| Problem to work on |
Please copy, exactly as they appear below, the lines from the one containing "display:grid; place-items:center; width:36px;" through the one containing "display:flex; align-items:center; justify-content:space-between;".

| Data shown |
********************

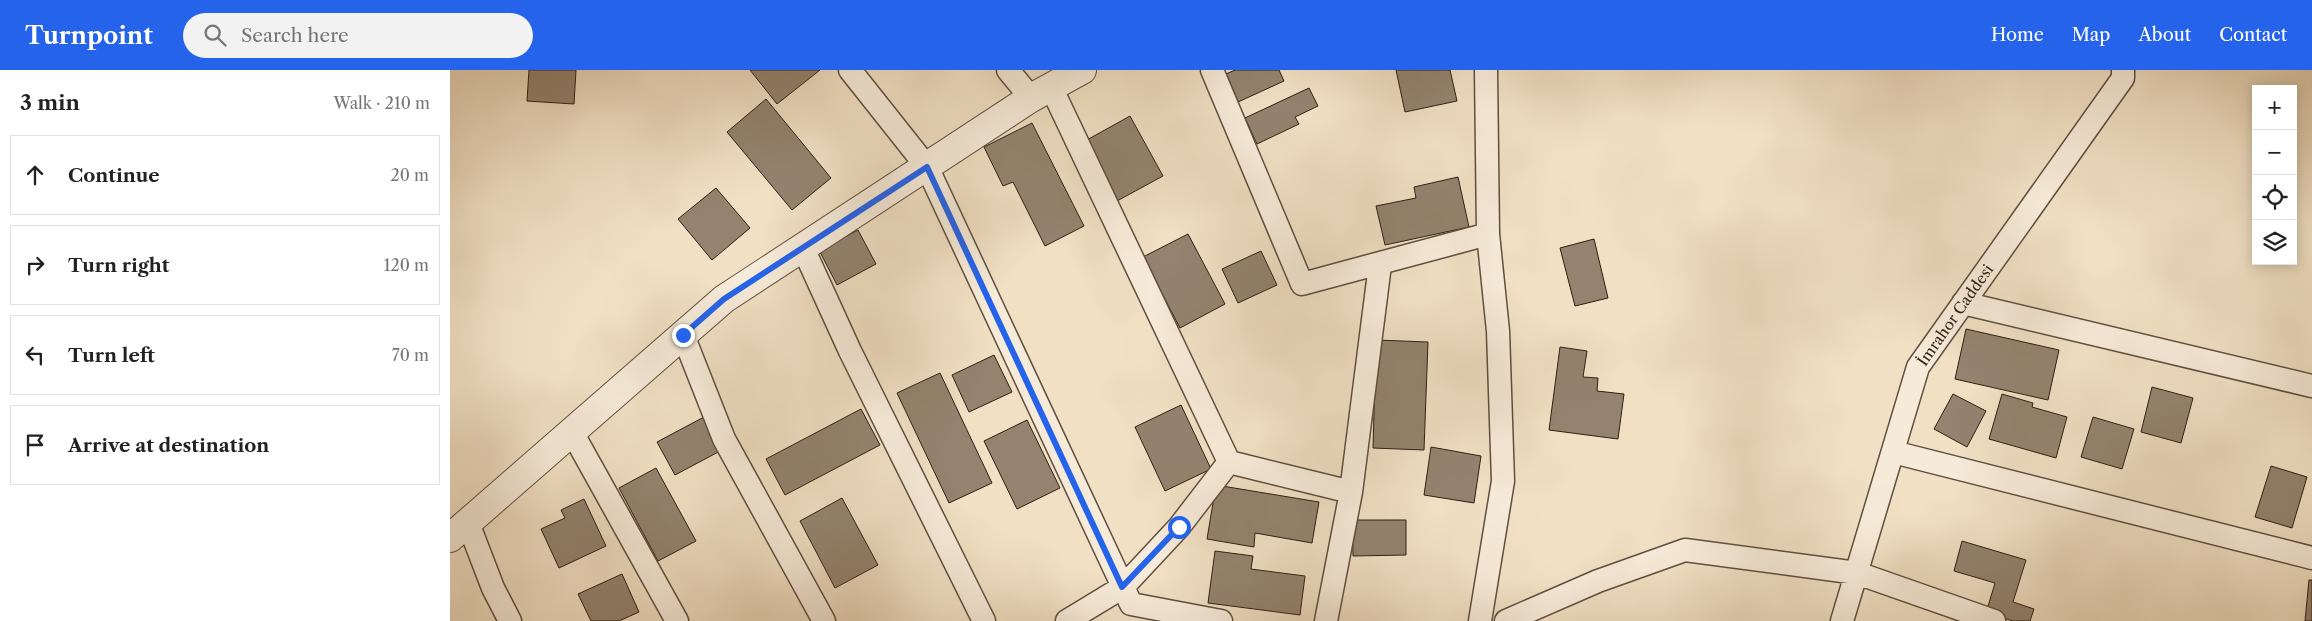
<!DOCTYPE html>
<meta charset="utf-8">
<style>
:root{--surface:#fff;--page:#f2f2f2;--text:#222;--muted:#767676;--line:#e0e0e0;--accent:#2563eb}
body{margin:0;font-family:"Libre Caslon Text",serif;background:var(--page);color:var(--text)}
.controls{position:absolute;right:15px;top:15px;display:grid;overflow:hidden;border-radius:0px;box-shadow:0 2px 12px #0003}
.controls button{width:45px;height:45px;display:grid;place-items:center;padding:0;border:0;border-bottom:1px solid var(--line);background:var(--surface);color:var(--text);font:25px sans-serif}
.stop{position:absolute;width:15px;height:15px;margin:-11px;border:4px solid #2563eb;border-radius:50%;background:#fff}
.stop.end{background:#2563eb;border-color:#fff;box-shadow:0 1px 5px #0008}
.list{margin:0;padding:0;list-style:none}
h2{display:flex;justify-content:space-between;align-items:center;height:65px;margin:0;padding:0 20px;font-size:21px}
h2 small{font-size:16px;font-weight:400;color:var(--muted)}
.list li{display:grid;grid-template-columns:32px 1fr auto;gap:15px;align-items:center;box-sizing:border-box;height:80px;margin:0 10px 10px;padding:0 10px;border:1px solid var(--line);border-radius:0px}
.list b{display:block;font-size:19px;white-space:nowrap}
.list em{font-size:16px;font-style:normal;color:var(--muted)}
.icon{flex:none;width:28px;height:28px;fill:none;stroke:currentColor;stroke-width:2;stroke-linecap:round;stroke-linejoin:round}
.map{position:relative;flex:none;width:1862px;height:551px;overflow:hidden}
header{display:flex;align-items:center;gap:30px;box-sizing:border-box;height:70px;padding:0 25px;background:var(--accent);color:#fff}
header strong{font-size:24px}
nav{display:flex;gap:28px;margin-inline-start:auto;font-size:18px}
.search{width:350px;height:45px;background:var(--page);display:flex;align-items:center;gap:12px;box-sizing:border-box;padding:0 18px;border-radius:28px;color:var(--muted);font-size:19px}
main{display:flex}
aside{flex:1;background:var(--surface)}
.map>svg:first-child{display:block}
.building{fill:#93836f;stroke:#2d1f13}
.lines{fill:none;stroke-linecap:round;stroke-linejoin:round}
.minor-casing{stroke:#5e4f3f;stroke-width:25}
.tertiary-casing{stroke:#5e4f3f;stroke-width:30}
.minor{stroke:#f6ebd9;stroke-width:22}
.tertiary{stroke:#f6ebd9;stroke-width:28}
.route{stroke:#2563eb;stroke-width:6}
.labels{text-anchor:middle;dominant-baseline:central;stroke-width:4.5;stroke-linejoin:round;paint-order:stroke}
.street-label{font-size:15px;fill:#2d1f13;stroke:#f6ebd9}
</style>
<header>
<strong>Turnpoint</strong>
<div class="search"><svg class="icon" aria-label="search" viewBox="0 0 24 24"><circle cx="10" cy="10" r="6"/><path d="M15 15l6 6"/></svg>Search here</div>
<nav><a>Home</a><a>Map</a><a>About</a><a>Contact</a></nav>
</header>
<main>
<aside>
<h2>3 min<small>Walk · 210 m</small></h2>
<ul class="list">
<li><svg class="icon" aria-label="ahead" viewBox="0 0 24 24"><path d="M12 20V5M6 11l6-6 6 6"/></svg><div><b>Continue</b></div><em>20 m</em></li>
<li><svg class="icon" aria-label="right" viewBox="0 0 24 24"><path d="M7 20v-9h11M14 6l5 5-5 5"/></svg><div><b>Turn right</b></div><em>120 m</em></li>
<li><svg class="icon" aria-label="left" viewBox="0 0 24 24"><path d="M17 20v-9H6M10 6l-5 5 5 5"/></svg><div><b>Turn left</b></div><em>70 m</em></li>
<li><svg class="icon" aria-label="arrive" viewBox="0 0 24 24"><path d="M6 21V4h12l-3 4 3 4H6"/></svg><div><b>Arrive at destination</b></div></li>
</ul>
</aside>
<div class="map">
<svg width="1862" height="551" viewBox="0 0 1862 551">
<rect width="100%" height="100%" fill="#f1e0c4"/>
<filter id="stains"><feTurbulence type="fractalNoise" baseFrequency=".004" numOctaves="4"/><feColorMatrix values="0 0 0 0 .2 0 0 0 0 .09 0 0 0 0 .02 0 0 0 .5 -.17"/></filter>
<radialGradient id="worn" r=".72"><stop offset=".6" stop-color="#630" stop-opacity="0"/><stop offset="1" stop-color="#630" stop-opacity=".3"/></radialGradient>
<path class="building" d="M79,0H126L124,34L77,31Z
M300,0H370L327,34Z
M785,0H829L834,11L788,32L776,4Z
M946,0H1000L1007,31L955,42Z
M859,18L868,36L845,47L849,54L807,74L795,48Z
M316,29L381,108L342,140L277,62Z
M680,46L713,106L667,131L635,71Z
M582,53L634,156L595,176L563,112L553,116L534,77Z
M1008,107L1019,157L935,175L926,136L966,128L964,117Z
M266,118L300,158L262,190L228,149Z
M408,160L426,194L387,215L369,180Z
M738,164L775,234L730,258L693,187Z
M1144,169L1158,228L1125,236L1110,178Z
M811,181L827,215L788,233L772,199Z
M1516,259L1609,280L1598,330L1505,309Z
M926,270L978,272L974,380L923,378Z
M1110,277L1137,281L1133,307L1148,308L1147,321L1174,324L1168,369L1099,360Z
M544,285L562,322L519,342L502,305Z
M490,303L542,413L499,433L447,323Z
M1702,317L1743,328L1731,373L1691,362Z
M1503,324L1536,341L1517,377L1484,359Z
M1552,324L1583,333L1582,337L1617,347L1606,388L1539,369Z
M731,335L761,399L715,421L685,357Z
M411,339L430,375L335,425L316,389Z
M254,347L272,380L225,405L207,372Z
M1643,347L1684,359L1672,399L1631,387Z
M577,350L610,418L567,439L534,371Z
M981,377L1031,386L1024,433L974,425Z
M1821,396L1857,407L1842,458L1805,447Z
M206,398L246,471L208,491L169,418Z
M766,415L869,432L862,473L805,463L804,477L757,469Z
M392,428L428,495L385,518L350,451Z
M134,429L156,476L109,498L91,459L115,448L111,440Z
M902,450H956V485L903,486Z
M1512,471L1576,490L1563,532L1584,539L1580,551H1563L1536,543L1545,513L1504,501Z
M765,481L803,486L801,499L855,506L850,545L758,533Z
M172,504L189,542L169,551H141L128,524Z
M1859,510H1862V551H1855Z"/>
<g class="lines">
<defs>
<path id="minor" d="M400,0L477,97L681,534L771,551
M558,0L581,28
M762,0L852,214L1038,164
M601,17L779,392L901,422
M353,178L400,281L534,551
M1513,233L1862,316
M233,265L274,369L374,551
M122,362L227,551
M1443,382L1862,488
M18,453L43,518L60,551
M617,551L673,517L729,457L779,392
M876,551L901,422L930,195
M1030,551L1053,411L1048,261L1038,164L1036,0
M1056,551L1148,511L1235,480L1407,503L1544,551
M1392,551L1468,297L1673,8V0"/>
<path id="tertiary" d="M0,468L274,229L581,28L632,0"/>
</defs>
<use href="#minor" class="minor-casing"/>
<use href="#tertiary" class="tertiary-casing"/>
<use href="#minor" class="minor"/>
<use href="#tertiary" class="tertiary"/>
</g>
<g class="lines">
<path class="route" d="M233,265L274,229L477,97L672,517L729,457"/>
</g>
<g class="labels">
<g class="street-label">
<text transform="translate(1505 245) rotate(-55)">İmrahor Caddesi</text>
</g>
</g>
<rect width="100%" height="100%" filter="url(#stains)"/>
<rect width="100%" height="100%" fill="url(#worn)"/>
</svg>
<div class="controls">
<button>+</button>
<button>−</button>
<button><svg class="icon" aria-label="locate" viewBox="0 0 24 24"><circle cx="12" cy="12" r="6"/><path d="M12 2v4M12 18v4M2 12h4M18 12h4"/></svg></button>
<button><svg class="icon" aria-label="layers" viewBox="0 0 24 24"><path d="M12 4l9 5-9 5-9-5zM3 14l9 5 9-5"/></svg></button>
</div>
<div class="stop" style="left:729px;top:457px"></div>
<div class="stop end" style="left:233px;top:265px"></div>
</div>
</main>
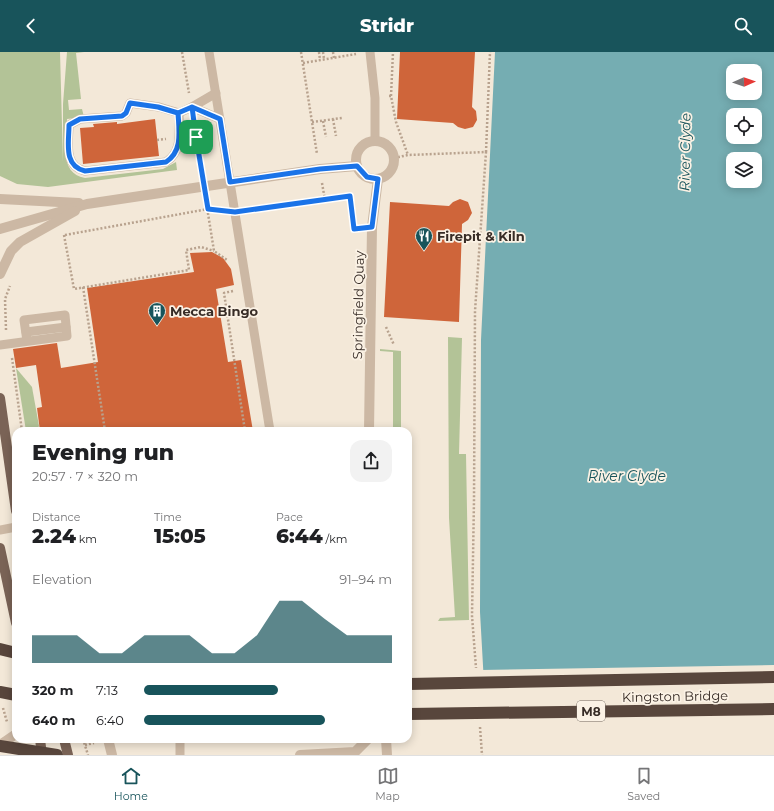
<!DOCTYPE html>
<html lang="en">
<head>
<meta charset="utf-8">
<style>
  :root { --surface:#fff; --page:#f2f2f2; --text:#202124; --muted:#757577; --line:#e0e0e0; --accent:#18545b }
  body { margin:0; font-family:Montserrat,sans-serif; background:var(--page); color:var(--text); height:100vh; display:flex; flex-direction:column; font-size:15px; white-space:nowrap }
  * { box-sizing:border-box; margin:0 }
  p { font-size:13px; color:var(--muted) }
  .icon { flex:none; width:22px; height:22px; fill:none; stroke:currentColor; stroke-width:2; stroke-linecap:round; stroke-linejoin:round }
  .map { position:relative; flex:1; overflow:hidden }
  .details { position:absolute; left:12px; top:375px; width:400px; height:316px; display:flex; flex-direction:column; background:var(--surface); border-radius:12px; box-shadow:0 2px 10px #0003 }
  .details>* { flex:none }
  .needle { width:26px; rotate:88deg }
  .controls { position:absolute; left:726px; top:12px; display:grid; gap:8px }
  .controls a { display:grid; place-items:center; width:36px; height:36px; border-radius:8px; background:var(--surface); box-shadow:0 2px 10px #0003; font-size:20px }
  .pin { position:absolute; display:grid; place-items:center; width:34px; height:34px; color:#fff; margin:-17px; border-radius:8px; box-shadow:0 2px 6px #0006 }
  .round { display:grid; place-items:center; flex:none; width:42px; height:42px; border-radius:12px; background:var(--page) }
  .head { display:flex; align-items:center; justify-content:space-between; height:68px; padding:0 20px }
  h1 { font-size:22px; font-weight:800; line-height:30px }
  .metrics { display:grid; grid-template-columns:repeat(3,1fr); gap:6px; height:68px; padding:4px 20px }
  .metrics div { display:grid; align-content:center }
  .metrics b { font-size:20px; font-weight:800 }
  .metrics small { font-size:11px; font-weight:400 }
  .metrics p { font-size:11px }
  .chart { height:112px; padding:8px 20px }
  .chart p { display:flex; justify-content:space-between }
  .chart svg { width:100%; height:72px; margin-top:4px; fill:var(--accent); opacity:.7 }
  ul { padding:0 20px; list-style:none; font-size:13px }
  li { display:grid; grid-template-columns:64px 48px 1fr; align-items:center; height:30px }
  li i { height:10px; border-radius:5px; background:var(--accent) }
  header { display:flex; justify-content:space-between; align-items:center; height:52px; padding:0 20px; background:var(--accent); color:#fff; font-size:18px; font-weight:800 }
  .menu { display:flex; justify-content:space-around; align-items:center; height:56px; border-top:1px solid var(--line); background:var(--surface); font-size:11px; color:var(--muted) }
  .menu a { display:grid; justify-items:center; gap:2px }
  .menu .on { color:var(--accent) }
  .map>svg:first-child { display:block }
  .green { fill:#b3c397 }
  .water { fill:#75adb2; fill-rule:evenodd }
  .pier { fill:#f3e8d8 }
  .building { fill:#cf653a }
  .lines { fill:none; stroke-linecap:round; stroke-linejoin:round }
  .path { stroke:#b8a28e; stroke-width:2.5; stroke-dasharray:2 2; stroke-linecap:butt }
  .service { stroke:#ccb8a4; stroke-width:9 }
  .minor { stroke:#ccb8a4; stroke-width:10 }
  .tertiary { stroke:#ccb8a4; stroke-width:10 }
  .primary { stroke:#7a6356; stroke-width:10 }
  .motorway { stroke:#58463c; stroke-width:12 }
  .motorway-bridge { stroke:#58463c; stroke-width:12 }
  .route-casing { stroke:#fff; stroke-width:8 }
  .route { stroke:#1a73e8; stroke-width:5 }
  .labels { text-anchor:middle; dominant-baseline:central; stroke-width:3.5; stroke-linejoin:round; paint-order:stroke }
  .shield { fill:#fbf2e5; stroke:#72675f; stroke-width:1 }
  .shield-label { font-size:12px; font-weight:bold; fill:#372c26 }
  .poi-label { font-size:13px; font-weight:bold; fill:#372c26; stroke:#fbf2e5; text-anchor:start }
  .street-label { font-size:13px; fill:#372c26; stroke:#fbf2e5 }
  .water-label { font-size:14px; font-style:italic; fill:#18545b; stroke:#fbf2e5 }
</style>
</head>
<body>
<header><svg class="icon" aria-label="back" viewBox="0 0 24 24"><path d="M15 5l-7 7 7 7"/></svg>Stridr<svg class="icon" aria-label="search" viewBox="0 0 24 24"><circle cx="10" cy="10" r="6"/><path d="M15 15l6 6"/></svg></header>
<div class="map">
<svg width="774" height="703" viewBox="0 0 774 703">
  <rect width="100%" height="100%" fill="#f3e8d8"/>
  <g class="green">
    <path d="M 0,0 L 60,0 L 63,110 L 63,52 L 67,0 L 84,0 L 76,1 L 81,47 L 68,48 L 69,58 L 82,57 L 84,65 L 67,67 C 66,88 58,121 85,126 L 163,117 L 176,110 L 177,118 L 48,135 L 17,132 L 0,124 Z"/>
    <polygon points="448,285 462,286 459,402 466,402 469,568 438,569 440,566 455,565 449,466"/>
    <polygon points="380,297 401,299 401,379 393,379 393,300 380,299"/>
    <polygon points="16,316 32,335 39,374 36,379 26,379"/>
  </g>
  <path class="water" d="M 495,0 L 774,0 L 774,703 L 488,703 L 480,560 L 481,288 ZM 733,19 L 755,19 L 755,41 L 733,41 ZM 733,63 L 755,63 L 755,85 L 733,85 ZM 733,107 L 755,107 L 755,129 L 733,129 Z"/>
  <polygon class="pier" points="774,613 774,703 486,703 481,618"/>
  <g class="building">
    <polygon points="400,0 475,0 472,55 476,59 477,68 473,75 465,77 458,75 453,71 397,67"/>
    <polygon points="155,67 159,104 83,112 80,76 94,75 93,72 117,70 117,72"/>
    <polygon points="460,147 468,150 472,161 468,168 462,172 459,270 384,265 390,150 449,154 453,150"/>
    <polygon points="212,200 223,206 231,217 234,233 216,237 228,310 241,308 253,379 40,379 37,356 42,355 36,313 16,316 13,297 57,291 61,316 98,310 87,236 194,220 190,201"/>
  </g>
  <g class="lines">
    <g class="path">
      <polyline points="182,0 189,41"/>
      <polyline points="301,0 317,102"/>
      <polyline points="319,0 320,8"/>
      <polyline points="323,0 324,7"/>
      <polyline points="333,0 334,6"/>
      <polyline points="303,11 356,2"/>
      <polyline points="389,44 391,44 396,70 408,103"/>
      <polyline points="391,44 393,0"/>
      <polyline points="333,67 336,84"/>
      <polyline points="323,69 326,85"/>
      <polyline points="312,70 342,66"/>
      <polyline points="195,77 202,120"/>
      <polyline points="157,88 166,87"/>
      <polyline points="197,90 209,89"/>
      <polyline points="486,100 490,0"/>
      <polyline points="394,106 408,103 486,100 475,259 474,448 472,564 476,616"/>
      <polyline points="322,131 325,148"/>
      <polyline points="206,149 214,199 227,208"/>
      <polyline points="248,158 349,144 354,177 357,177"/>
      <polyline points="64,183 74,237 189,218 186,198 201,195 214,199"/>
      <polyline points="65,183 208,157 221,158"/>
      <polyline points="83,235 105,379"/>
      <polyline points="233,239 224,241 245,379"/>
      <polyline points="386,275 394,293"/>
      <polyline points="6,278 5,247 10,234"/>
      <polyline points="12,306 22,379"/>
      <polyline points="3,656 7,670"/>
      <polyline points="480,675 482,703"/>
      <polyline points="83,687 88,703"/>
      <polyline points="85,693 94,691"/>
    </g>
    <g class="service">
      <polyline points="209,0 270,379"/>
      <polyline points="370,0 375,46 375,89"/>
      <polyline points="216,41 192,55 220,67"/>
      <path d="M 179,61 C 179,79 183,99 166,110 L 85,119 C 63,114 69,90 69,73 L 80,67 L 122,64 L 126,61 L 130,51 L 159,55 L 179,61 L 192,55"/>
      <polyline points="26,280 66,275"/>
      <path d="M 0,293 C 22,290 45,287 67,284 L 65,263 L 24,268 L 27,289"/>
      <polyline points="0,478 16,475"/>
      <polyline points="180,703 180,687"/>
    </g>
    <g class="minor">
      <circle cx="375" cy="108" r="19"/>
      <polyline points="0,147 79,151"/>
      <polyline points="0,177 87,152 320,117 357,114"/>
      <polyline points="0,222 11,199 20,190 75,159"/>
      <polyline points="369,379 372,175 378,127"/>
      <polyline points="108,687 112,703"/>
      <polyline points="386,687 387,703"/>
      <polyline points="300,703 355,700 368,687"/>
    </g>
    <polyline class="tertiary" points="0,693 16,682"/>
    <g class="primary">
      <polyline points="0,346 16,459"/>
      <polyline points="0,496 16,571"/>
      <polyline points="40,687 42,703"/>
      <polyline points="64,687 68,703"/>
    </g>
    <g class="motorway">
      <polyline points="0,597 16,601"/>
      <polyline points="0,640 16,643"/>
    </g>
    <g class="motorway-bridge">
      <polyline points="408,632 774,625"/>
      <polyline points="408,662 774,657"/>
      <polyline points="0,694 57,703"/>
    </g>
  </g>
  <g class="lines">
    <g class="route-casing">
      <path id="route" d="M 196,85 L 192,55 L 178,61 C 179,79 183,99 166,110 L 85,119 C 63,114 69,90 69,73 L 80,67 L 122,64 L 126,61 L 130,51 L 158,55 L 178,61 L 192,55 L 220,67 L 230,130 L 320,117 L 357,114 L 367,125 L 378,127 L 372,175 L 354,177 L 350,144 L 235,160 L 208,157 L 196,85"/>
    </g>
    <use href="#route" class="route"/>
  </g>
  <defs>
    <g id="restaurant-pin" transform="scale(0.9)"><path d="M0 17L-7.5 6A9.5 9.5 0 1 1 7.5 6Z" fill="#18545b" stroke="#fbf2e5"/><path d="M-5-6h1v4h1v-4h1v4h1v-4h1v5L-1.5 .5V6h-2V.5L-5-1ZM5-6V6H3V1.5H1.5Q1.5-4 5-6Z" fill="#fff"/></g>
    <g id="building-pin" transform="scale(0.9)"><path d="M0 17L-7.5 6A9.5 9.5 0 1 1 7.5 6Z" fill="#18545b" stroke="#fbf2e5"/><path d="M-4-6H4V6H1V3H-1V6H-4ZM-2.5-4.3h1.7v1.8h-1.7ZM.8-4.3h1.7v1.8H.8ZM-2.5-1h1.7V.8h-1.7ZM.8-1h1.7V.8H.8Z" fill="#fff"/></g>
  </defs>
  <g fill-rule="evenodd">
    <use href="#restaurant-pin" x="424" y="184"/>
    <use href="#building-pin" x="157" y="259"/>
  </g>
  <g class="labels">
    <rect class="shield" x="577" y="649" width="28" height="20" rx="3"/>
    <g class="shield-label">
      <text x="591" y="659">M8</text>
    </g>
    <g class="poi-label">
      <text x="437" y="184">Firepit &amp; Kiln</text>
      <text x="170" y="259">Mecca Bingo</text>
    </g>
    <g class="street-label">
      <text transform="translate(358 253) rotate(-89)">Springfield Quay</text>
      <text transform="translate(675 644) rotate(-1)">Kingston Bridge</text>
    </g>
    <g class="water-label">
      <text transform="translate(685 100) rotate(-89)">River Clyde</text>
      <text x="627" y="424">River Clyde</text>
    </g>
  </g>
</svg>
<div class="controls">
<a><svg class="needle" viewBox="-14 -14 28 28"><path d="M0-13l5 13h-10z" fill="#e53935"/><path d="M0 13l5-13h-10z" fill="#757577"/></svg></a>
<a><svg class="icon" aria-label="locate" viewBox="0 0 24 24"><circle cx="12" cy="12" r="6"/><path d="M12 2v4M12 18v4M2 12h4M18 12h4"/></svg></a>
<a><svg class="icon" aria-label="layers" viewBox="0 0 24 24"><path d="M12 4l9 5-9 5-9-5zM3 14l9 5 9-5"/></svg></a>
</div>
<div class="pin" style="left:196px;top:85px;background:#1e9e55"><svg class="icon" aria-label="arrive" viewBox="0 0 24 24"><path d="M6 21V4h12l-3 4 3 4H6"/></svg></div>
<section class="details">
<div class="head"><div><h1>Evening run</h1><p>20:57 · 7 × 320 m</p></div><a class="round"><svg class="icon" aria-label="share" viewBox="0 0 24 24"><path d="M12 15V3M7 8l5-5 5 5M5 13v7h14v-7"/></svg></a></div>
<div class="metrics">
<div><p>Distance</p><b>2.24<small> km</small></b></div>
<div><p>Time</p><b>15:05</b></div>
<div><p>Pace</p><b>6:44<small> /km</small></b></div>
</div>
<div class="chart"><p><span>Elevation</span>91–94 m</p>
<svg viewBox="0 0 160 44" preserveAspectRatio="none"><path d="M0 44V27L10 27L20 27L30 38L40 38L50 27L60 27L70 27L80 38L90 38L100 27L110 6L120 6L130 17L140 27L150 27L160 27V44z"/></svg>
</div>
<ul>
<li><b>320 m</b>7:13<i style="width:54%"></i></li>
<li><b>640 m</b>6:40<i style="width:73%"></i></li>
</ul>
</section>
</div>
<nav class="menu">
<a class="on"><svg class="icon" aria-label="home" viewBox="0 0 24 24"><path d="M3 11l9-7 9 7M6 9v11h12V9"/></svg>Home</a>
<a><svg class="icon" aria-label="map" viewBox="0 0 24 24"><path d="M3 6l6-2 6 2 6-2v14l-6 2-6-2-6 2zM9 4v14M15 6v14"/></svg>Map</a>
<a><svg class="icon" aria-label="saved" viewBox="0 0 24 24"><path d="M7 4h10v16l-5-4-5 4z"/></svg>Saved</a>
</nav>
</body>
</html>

********************

| Answer section |
  .controls a { display:grid; place-items:center; width:36px; height:36px; border-radius:8px; background:var(--surface); box-shadow:0 2px 10px #0003; font-size:20px }
  .pin { position:absolute; display:grid; place-items:center; width:34px; height:34px; color:#fff; margin:-17px; border-radius:8px; box-shadow:0 2px 6px #0006 }
  .round { display:grid; place-items:center; flex:none; width:42px; height:42px; border-radius:12px; background:var(--page) }
  .head { display:flex; align-items:center; justify-content:space-between; height:68px; padding:0 20px }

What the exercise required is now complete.